■ TRY IT ■
The full set of records must be returned exactly, character for character.

■ DATA FOR REVIEW ■

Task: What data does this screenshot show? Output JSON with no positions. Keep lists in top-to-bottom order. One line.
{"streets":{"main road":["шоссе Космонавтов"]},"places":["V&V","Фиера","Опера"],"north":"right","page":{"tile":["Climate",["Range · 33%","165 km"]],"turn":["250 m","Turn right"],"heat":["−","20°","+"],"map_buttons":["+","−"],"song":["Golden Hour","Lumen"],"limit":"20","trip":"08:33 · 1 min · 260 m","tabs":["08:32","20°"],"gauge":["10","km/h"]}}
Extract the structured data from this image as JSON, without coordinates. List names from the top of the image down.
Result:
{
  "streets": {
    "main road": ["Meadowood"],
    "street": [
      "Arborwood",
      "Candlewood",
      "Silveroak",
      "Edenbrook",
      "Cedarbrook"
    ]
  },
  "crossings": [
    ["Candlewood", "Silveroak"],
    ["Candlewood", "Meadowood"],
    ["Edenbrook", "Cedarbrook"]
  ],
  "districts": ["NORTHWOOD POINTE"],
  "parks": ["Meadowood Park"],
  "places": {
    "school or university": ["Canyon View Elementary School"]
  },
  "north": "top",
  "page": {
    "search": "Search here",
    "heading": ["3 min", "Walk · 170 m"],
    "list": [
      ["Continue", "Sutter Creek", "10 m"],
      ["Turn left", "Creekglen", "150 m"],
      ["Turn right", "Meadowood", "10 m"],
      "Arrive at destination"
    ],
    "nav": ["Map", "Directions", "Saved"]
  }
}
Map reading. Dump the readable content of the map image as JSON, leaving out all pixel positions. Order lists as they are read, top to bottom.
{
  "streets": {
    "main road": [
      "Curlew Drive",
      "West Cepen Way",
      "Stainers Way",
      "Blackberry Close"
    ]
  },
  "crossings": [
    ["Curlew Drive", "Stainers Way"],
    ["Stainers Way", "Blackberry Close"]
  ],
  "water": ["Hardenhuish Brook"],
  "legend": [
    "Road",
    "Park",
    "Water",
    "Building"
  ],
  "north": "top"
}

■ TASK OUTPUT ■
Task: What data does this screenshot show? Output JSON with no positions. Keep lists in top-to-bottom order. One line.
{"streets":{"main road":["шоссе Космонавтов"]},"places":["V&V","Фиера","Опера"],"north":"right","page":{"tile":["Climate",["Range · 33%","165 km"]],"turn":["250 m","Turn right"],"heat":["−","20°","+"],"map_buttons":["+","−"],"song":["Golden Hour","Lumen"],"limit":"20","trip":"08:33 · 1 min · 260 m","tabs":["08:32","20°"],"gauge":["10","km/h"]}}
Extract the structured data from this image as JSON, without coordinates. List names from the top of the image down.
Result:
{
  "streets": {
    "main road": ["Meadowood"],
    "street": [
      "Arborwood",
      "Candlewood",
      "Silveroak",
      "Edenbrook",
      "Cedarbrook"
    ]
  },
  "crossings": [
    ["Candlewood", "Silveroak"],
    ["Candlewood", "Meadowood"],
    ["Edenbrook", "Cedarbrook"]
  ],
  "districts": ["NORTHWOOD POINTE"],
  "parks": ["Meadowood Park"],
  "places": {
    "school or university": ["Canyon View Elementary School"]
  },
  "north": "top",
  "page": {
    "search": "Search here",
    "heading": ["3 min", "Walk · 170 m"],
    "list": [
      ["Continue", "Sutter Creek", "10 m"],
      ["Turn left", "Creekglen", "150 m"],
      ["Turn right", "Meadowood", "10 m"],
      "Arrive at destination"
    ],
    "nav": ["Map", "Directions", "Saved"]
  }
}
Map reading. Dump the readable content of the map image as JSON, leaving out all pixel positions. Order lists as they are read, top to bottom.
{
  "streets": {
    "main road": [
      "Curlew Drive",
      "West Cepen Way",
      "Stainers Way",
      "Blackberry Close"
    ]
  },
  "crossings": [
    ["Curlew Drive", "Stainers Way"],
    ["Stainers Way", "Blackberry Close"]
  ],
  "water": ["Hardenhuish Brook"],
  "legend": [
    "Road",
    "Park",
    "Water",
    "Building"
  ],
  "north": "top"
}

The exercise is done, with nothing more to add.